Whey protein is generally considered safe to consume. However, taking whey protein products in excess amounts may cause adverse reactions such as nausea, bloating, and cramps. Also keep in mind that whey comes from cow’s milk, so you should avoid whey protein products if you have a milk protein allergy or are lactose intolerant. In the case of whey protein supplements, especially those marketed for performance enhancement, you also need to watch out for other ingredients that you may not want or need in your diet. Whey protein supplements also may contain other ingredients that can interact with certain medications, so talk to your doctor before taking them.

If I take a protein supplement, is whey protein the best type of protein to take?
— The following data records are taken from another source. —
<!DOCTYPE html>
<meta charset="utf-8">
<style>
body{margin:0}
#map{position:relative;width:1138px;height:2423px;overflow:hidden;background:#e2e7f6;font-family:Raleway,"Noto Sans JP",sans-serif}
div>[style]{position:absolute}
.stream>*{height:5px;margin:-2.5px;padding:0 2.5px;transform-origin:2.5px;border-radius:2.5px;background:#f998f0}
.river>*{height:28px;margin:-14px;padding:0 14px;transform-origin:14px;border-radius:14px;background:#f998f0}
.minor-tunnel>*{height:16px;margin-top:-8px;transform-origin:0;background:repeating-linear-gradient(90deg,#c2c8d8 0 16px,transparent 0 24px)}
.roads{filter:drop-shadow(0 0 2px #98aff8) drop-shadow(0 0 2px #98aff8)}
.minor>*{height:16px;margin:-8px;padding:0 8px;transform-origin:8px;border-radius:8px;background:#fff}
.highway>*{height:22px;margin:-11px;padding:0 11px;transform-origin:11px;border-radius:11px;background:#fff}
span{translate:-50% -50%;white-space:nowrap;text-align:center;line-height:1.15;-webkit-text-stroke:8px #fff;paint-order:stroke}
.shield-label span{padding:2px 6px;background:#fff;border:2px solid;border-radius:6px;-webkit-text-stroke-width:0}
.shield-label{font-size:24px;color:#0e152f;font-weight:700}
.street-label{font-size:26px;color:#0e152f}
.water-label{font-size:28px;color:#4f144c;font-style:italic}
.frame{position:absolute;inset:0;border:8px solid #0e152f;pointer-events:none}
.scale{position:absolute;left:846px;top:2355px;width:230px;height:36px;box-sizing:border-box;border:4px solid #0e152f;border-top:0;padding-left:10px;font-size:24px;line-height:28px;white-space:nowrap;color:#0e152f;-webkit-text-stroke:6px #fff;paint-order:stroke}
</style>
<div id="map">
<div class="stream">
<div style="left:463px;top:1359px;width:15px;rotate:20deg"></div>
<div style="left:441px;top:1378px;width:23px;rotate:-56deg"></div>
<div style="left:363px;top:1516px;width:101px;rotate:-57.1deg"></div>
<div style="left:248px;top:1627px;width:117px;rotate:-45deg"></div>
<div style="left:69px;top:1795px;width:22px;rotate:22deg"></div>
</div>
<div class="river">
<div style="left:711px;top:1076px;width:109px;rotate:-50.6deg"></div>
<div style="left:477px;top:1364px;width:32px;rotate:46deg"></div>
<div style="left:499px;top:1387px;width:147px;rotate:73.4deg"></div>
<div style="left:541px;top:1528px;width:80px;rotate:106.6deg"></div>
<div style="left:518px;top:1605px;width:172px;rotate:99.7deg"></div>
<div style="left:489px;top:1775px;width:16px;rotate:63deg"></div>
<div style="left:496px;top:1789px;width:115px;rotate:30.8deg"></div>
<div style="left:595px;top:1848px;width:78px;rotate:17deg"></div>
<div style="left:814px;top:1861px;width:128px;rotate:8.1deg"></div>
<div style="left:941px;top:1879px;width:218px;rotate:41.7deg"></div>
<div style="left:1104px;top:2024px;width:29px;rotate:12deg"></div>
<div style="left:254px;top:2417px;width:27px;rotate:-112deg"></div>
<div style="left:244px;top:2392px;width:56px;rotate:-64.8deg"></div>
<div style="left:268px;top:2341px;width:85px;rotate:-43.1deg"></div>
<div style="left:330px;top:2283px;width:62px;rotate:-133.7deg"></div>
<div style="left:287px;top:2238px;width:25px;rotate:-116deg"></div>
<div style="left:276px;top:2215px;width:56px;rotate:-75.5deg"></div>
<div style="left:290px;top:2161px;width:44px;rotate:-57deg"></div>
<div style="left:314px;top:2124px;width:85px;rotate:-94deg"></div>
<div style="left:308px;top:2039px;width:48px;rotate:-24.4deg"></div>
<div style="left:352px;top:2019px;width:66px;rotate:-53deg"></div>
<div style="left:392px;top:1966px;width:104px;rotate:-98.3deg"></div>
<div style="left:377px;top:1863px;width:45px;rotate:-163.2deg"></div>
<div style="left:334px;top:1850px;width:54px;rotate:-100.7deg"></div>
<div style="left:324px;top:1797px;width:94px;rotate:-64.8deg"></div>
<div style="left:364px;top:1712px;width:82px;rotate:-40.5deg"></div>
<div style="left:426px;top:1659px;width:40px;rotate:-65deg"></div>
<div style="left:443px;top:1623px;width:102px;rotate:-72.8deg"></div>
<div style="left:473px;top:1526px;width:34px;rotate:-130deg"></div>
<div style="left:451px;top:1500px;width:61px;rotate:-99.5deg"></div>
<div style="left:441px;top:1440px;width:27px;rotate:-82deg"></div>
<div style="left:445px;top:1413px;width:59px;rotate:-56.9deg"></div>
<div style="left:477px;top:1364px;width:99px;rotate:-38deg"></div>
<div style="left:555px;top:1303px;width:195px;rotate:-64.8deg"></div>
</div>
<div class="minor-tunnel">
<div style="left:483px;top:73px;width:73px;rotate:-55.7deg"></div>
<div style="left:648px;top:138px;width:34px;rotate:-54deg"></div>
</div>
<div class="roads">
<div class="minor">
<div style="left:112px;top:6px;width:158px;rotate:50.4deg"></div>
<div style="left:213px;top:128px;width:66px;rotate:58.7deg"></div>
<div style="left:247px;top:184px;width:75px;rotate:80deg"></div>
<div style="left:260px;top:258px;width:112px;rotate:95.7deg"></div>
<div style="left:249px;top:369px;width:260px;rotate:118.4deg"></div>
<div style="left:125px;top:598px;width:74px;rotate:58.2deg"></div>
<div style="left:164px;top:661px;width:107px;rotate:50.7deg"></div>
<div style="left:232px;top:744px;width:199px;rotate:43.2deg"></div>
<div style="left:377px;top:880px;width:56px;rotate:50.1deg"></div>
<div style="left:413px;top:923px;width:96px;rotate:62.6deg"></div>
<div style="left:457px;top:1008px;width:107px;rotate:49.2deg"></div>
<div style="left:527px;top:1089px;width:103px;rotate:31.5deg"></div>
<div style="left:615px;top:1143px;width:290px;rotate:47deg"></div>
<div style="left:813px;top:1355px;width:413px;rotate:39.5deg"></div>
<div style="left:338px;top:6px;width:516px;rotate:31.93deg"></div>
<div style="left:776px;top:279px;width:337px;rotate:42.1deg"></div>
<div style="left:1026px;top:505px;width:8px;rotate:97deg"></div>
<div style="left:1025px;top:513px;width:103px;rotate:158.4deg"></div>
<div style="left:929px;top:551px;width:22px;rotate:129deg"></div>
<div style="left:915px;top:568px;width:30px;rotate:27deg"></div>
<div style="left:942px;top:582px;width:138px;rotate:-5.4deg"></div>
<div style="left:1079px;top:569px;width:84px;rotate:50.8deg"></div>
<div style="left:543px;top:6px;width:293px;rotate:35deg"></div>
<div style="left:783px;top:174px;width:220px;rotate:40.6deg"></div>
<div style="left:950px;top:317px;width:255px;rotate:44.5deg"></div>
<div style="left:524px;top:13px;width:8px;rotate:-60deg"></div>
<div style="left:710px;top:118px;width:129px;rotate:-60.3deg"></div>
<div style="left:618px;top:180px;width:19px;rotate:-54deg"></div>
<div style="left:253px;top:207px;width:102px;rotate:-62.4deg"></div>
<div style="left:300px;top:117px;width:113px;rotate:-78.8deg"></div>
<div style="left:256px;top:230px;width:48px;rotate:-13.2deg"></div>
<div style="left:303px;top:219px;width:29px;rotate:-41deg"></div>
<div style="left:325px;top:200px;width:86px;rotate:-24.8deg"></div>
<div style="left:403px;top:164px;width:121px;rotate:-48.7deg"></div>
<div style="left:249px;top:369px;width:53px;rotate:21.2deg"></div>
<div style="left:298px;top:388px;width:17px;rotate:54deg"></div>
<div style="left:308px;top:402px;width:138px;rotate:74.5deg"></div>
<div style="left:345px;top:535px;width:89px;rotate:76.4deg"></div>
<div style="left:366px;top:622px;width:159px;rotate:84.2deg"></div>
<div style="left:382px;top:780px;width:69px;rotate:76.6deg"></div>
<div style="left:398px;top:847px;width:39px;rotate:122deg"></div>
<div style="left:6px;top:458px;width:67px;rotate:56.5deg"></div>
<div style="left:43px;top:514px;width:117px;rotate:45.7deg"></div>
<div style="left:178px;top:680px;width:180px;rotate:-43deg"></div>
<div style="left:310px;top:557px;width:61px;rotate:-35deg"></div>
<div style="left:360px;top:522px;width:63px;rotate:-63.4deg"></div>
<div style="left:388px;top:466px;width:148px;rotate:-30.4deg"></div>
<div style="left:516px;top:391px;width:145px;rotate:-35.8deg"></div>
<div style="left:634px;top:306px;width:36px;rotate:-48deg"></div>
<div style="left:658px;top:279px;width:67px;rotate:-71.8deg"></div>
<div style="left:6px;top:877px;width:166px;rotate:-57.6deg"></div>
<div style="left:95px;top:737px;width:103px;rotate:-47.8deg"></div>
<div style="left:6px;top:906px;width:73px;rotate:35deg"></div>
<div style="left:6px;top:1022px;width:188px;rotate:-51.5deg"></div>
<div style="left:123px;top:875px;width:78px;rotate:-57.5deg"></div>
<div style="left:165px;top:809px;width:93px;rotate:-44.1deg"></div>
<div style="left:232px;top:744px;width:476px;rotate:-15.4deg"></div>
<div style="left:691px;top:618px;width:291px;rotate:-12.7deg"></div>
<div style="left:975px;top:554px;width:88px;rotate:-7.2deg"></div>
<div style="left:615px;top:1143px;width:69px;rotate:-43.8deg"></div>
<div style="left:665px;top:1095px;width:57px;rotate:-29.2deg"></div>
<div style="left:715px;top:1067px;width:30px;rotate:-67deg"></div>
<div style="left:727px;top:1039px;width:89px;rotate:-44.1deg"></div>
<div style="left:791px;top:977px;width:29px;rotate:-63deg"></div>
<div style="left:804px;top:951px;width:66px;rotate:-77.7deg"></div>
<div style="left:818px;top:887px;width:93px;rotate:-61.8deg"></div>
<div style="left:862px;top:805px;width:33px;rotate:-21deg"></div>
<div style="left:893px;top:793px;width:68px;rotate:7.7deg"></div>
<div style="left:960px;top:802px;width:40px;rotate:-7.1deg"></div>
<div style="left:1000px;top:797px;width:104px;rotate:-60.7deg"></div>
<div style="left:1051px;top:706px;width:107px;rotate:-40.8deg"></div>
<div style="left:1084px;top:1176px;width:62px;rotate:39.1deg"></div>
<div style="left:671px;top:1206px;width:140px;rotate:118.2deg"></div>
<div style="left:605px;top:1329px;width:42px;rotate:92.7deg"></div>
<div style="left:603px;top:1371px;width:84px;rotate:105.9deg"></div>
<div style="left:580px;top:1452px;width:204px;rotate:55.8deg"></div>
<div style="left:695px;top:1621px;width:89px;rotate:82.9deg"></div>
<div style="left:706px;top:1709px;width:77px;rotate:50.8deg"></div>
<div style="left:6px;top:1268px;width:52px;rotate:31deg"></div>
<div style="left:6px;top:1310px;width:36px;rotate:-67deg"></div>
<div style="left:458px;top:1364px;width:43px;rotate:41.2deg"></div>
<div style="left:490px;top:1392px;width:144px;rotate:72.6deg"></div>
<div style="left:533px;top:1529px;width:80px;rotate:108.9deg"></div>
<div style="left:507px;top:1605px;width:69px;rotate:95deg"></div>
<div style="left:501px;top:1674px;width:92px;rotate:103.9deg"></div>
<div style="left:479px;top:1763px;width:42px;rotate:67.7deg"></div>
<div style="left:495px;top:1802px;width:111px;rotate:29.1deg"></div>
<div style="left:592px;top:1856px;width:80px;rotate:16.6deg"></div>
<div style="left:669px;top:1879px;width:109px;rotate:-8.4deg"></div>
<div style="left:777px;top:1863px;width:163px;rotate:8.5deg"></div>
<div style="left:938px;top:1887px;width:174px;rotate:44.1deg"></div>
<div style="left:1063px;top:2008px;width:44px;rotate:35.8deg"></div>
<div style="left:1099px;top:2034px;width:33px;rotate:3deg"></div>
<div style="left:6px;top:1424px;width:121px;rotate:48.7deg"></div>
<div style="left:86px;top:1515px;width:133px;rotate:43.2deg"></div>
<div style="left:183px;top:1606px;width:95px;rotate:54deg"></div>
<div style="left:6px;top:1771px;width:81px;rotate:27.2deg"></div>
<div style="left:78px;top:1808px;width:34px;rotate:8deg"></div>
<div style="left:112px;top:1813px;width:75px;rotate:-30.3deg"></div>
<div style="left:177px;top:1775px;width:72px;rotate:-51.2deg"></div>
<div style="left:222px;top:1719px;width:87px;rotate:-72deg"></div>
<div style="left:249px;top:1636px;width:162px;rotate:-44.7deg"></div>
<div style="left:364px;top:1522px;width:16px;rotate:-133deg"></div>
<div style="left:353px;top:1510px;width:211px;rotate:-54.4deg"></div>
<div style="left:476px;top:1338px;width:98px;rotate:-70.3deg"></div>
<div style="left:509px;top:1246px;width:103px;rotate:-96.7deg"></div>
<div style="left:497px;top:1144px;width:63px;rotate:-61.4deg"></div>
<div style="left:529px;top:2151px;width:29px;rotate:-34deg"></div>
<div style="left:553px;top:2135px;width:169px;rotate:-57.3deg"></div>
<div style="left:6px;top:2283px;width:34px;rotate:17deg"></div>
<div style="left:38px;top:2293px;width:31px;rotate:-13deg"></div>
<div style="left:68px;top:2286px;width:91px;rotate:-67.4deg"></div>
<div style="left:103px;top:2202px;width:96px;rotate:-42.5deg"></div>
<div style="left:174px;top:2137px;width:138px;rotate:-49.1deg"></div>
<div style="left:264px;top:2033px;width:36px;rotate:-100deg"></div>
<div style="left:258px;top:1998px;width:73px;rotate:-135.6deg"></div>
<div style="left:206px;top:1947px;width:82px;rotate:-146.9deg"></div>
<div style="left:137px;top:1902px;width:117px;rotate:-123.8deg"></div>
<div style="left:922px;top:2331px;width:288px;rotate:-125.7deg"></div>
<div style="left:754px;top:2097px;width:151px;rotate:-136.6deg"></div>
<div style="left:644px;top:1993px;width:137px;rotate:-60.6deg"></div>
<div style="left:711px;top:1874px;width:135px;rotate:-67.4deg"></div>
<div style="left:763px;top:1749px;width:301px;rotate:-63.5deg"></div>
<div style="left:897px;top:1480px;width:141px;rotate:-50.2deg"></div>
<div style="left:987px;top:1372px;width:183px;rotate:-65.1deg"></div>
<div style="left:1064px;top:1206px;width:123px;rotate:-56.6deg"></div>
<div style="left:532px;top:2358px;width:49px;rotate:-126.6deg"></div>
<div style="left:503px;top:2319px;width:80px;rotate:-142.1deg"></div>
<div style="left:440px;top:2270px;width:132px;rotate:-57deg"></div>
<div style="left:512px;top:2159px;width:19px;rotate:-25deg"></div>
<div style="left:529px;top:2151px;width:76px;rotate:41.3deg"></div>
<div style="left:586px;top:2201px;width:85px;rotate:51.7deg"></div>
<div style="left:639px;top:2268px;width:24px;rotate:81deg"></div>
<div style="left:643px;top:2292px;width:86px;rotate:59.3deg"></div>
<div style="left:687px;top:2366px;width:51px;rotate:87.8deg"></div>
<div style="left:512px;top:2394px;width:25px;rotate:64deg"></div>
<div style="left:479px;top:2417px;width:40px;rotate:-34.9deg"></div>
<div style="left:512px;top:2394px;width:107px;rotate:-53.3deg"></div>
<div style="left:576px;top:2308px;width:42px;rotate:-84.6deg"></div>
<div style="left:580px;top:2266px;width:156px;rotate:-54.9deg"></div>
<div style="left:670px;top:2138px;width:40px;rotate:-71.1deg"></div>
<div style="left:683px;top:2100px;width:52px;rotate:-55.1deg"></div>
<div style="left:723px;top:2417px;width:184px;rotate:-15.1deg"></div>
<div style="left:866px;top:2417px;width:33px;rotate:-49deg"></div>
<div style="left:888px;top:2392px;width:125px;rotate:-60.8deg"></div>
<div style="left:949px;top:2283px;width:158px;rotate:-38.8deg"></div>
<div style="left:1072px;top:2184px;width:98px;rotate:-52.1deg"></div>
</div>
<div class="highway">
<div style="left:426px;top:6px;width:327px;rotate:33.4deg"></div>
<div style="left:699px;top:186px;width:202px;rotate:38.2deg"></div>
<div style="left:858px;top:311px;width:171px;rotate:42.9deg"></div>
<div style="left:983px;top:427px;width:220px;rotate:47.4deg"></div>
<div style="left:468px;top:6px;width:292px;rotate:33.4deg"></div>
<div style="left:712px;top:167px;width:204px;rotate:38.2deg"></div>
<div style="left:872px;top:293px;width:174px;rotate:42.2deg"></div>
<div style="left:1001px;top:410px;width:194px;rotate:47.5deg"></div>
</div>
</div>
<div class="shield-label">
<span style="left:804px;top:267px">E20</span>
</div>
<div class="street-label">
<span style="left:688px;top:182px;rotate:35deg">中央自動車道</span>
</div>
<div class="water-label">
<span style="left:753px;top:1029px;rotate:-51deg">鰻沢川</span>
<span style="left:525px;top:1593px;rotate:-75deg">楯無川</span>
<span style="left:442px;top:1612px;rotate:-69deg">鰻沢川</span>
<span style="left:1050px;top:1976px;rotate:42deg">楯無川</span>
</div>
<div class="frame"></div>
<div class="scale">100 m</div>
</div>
There is conflicting evidence surrounding whey’s effect on body composition and physical performance compared to other sources of protein (including whole foods and other supplemental forms). Whey is often considered superior to other types of protein such as casein (another milk protein) and soy. This is because whey rapidly increases the levels of amino acids in the body, whereas casein and soy produce a longer and slower increase. Based on this notion, whey is thought to produce greater gains in muscle mass. On the other hand, casein helps prevent muscle breakdown and may be just as important to total muscle growth. Therefore, a combination of whey and casein, as found in a glass of milk, may be more beneficial than whey protein alone. In general, service members consume enough protein through food sources alone and do not need protein supplements.

When can I use whey protein?

Whey protein products are acceptable when high-quality protein foods (animal- or plant-based) are unavailable or not practical, such as in theater. Although whey protein products can be considered either conventional foods or dietary supplements, overall it’s better to get your protein from whole foods such as lean meats, fish, low-fat dairy products, legumes, nuts, and seeds. Eating a variety of protein foods provide you with all of the EAA, but you’ll also get other essential nutrients such as vitamins and minerals that are important for performance and recovery.
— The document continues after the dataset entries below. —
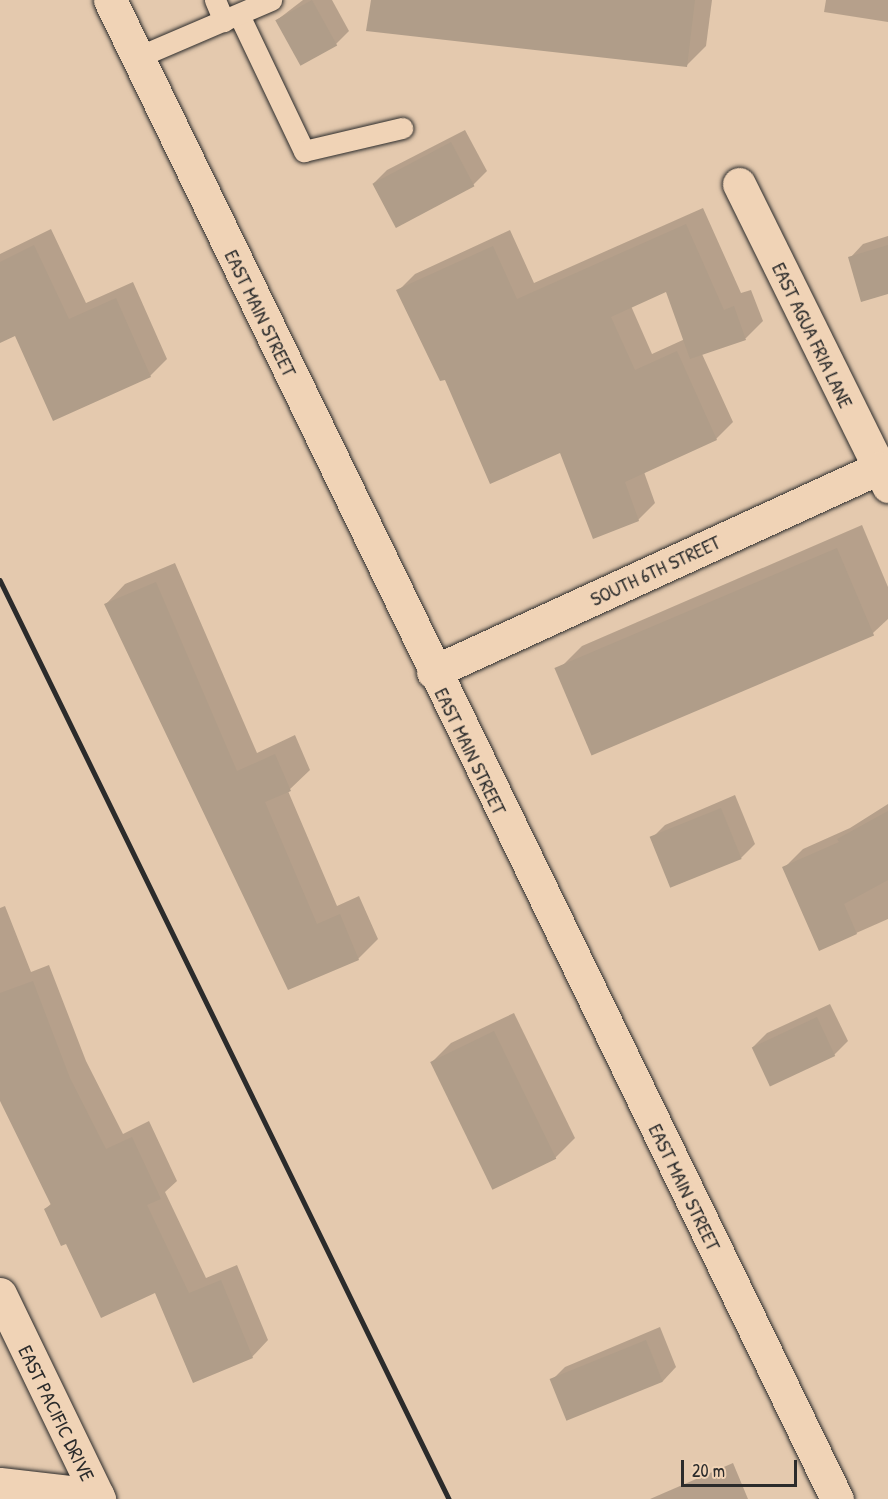 <!DOCTYPE html>
<html>
<head>
<meta charset="utf-8">
<style>
	body { margin:0 }
	#map { position:relative; width:888px; height:1499px; overflow:hidden; background:#e4c9ae; font-family:"Patrick Hand",sans-serif }
	div>[style] { position:absolute }
	[style*='--x'] { left:calc(var(--x)*1px); top:calc(var(--y)*1px); width:calc(var(--w)*1px); rotate:calc(var(--a)*1deg) }
	.shadow>* { inset:0; background:#0003 }
	.building>* { inset:0; background:#b09d89; transform-origin:0 0 }
	.roads { filter:drop-shadow(0 0 2px #2b2b2b) drop-shadow(0 0 2px #2b2b2b) }
	.lane>* { height:21px; margin:-10.5px; padding:0 10.5px; transform-origin:10.5px; border-radius:10.5px; background:#f0d3b6 }
	.street>* { height:33px; margin:-16.5px; padding:0 16.5px; transform-origin:16.5px; border-radius:16.5px; background:#f0d3b6 }
	.primary>* { height:33px; margin:-16.5px; padding:0 16.5px; transform-origin:16.5px; border-radius:16.5px; background:#f0d3b6 }
	.rail>* { height:4.5px; margin:-2.25px; padding:0 2.25px; transform-origin:2.25px; border-radius:2.25px; background:#2b2b2b }
	span { translate:-50% -50%; white-space:nowrap; text-align:center; line-height:1.15; -webkit-text-stroke:5px #f0d3b6; paint-order:stroke }
	.street-label { font-size:20px; color:#2b2b2b }
	.scale { position:absolute; left:681px; top:1460px; width:116px; height:27px; box-sizing:border-box; border:3px solid #2b2b2b; border-top:0; padding-left:8px; font-size:18px; line-height:21px; white-space:nowrap; color:#2b2b2b; -webkit-text-stroke:4px #f0d3b6; paint-order:stroke }
</style>
</head>
<body>
<div id="map">
	<div class="shadow">
		<div style="clip-path:polygon(303px 0,332px 0,349px 31px,336px 44px,277px 20px)"></div>
		<div style="clip-path:polygon(372px 0,712px 0,706px 46px,686px 66px)"></div>
		<div style="clip-path:polygon(826px 0,888px 0,888px 22px,824px 12px)"></div>
		<div style="clip-path:polygon(465px 130px,487px 171px,473px 185px,374px 183px,387px 170px)"></div>
		<div style="clip-path:polygon(evenodd,703px 208px,741px 293px,751px 290px,763px 321px,746px 338px,702px 354px,733px 422px,716px 439px,644px 472px,655px 503px,638px 520px,561px 451px,445px 378px,398px 291px,415px 274px,510px 230px,534px 283px,703px 208px,667px 290px,685px 339px,652px 354px,631px 306px,667px 290px)"></div>
		<div style="clip-path:polygon(51px 229px,86px 303px,133px 282px,167px 359px,150px 376px,15px 334px,0 341px,0 254px)"></div>
		<div style="clip-path:polygon(888px 236px,888px 292px,850px 258px,863px 244px)"></div>
		<div style="clip-path:polygon(862px 525px,888px 587px,888px 619px,873px 633px,557px 671px,582px 646px)"></div>
		<div style="clip-path:polygon(175px 563px,257px 753px,295px 735px,310px 770px,288px 791px,337px 906px,359px 896px,378px 939px,358px 959px,288px 988px,106px 604px,125px 584px)"></div>
		<div style="clip-path:polygon(735px 795px,755px 844px,741px 858px,652px 838px,665px 825px)"></div>
		<div style="clip-path:polygon(888px 804px,888px 919px,820px 949px,784px 868px,803px 849px,850px 828px)"></div>
		<div style="clip-path:polygon(5px 906px,31px 972px,49px 965px,86px 1061px,123px 1134px,149px 1121px,177px 1181px,165px 1192px,206px 1278px,237px 1265px,268px 1340px,252px 1357px,156px 1291px,67px 1242px,45px 1209px,52px 1203px,0 1098px,0 908px)"></div>
		<div style="clip-path:polygon(830px 1004px,848px 1041px,834px 1055px,753px 1047px,767px 1033px)"></div>
		<div style="clip-path:polygon(514px 1013px,575px 1138px,555px 1158px,431px 1063px,451px 1043px)"></div>
		<div style="clip-path:polygon(660px 1327px,676px 1367px,663px 1381px,551px 1381px,565px 1367px)"></div>
		<div style="clip-path:polygon(733px 1463px,748px 1499px,650px 1499px)"></div>
	</div>
	<div class="building">
		<div style="left:312px;top:0;width:52px;height:42px;rotate:61deg"></div>
		<div style="clip-path:polygon(371px 0,695px 0,687px 67px,366px 31px)"></div>
		<div style="left:451px;top:142px;width:50px;height:89px;rotate:62deg"></div>
		<div style="clip-path:polygon(686px 224px,724px 310px,734px 306px,746px 340px,690px 359px,666px 292px,611px 317px,635px 370px,677px 351px,717px 440px,625px 482px,639px 521px,593px 539px,560px 453px,490px 484px,445px 380px,440px 381px,396px 290px,493px 246px,517px 299px)"></div>
		<div style="clip-path:polygon(34px 245px,69px 319px,116px 298px,151px 377px,53px 421px,15px 336px,0 343px,0 262px)"></div>
		<div style="clip-path:polygon(888px 245px,888px 294px,861px 302px,848px 257px)"></div>
		<div style="left:837px;top:548px;width:95px;height:307px;rotate:67deg"></div>
		<div style="clip-path:polygon(156px 582px,237px 771px,275px 754px,291px 791px,265px 802px,317px 924px,340px 914px,359px 960px,288px 990px,104px 604px)"></div>
		<div style="left:721px;top:808px;width:55px;height:77px;rotate:68deg"></div>
		<div style="clip-path:polygon(888px 811px,888px 880px,844px 904px,857px 934px,819px 951px,782px 867px,839px 842px,837px 839px)"></div>
		<div style="clip-path:polygon(33px 981px,70px 1078px,106px 1149px,132px 1137px,161px 1199px,147px 1205px,189px 1293px,221px 1280px,253px 1358px,193px 1383px,155px 1293px,101px 1318px,66px 1244px,61px 1246px,44px 1209px,51px 1205px,0 1101px,0 993px)"></div>
		<div style="left:817px;top:1017px;width:43px;height:72px;rotate:65deg"></div>
		<div style="left:494px;top:1031px;width:142px;height:71px;rotate:64deg"></div>
		<div style="left:646px;top:1340px;width:45px;height:104px;rotate:68deg"></div>
	</div>
	<div class="roads">
		<div class="lane">
			<div style="--x:215;--y:0;--w:23;--a:67"></div>
			<div style="--x:239;--y:15;--w:151;--a:64.5"></div>
			<div style="--x:304;--y:151;--w:101;--a:-13.2"></div>
			<div style="--x:138;--y:57;--w:145;--a:-23.2"></div>
		</div>
		<div class="street">
			<div style="--x:739;--y:184;--w:337;--a:63.7"></div>
			<div style="--x:433;--y:672;--w:490;--a:-24.6"></div>
			<div style="--x:0;--y:1294;--w:228;--a:64.2"></div>
			<div style="--x:0;--y:1484;--w:98;--a:6.5"></div>
		</div>
		<div class="primary">
			<div style="--x:110;--y:0;--w:1666;--a:64.13"></div>
		</div>
	</div>
	<div class="rail">
		<div style="--x:0;--y:580;--w:1023;--a:63.96"></div>
	</div>
	<div class="street-label">
		<span style="left:261px;top:313px;rotate:64deg">EAST MAIN STREET</span>
		<span style="left:813px;top:335px;rotate:64deg">EAST AGUA FRIA LANE</span>
		<span style="left:655px;top:570px;rotate:-25deg">SOUTH 6TH STREET</span>
		<span style="left:471px;top:751px;rotate:64deg">EAST MAIN STREET</span>
		<span style="left:685px;top:1187px;rotate:64deg">EAST MAIN STREET</span>
		<span style="left:57px;top:1413px;rotate:64deg">EAST PACIFIC DRIVE</span>
	</div>
	<div class="scale">20 m</div>
</div>
</body>
</html>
How much whey protein should I take?

If food sources of protein are not available, whey protein products can help you meet your overall protein needs, but there are no official whey protein recommendations. Keep in mind that most whey protein powders provide 20–30 grams of protein per serving or “scoop,” which is the same amount of protein in about 3 oz of meat. To learn how to calculate your own protein needs based on your body weight and activity level, see HPRC’s Protein Requirements infosheet. Going beyond the protein recommendations will not provide any additional benefit to your performance.


There is no clear benefit to consuming whey over other sources of protein. The U.S. Armed Forces Consensus Panel and the International Society of Sports Nutrition recommend consuming protein from whole foods. When high-quality protein foods are not available or not practical, protein products that contain both whey and casein are acceptable and can be beneficial. You should use caution though and look on the label to see if the supplement product has been evaluated by an independent third-party organization. Keep in mind that whey protein supplements may contain other ingredients, so it’s possible to get too much of something you don’t need or want. Read all labels carefully.